New! Try Málstaður, a platform for all of Miðeind's main products.

Sagan

Miðeind is a leading software company in the fields of Language Technology and Artificial Intelligence

Vilhjálmur Þorsteinsson

Vilhjálmur Þorsteinsson, founder and owner of Miðeind, has been involved in Icelandic information technology for well over three decades. He founded his first startup company in 1983, at the age of 17.

How did it come about that you started programming and founded your own company at such a young age?

"I had a tremendous interest in this brand new phenomenon that personal computers were at the time. Around 1980, when the first personal computers arrived in the country, I managed to secure a summer job programming them, which then extended.

In 1983, my friend Örn Karlsson and I decided to create new Icelandic business software from scratch and subsequently founded the company Íslensk forritaþróun (Icelandic Software Development). The software we developed was eventually used in about 1,300 companies in Iceland for accounting and operations."

As can be seen, Vilhjálmur was drawn into software development early on and worked in it for many years. The company Íslensk forritaþróun was then sold to a British company around 1998. Vilhjálmur continued to work for the British company for about two years, but then he started itching to do something new. Around the turn of the millennium, he founded the company Homeportal along with several others. The idea was to develop services for networked devices in homes. At that time, neither the hardware nor the internet was powerful enough for that idea to take off. It's perhaps only now, almost 20 years later, that similar services are starting to see the light of day.

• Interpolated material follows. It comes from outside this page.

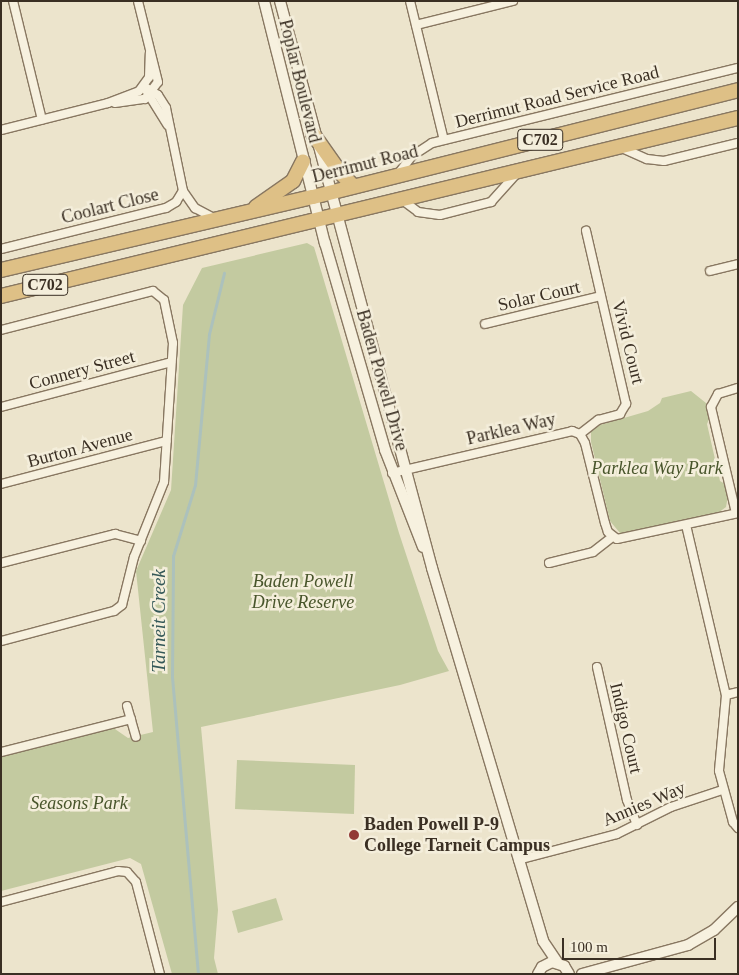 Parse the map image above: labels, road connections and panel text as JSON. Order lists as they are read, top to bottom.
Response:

What came after Homeportal?

"I kind of dropped out of the IT industry and started thinking about all sorts of other things. Among other things, I attended the preliminary department of the Reykjavik School of Visual Arts during the winter of 2006-2007 and enrolled in a portrait course in the United States after that. I found it most enjoyable of all to paint portraits of people, and I have several of those in my possession. I was also the chairman of CCP for some time and sat on the board of CCP for seven years. I participated in getting the Verne data center in Reykjanesbær up and running. Alongside these projects, I was also investing in some startup companies."

Do you see significant contrasts between visual art and software development, or can programming be seen as a form of artistic expression?

"Yes, I discovered through all of this that there are more similarities between visual art and programming than many people think. Programming is in large part about patterns, creating patterns and recognizing patterns. Reusing patterns, creating flexible patterns, breaking them up, repeating them, and changing them.

Programs can be ugly or beautiful. There's a lot of aesthetics in programming, and when you read or write code, it's very important in my opinion to have a certain sense of the beauty or the aesthetics of the code. Beautiful code is simply better than ugly code, it lasts longer and has fewer errors in it."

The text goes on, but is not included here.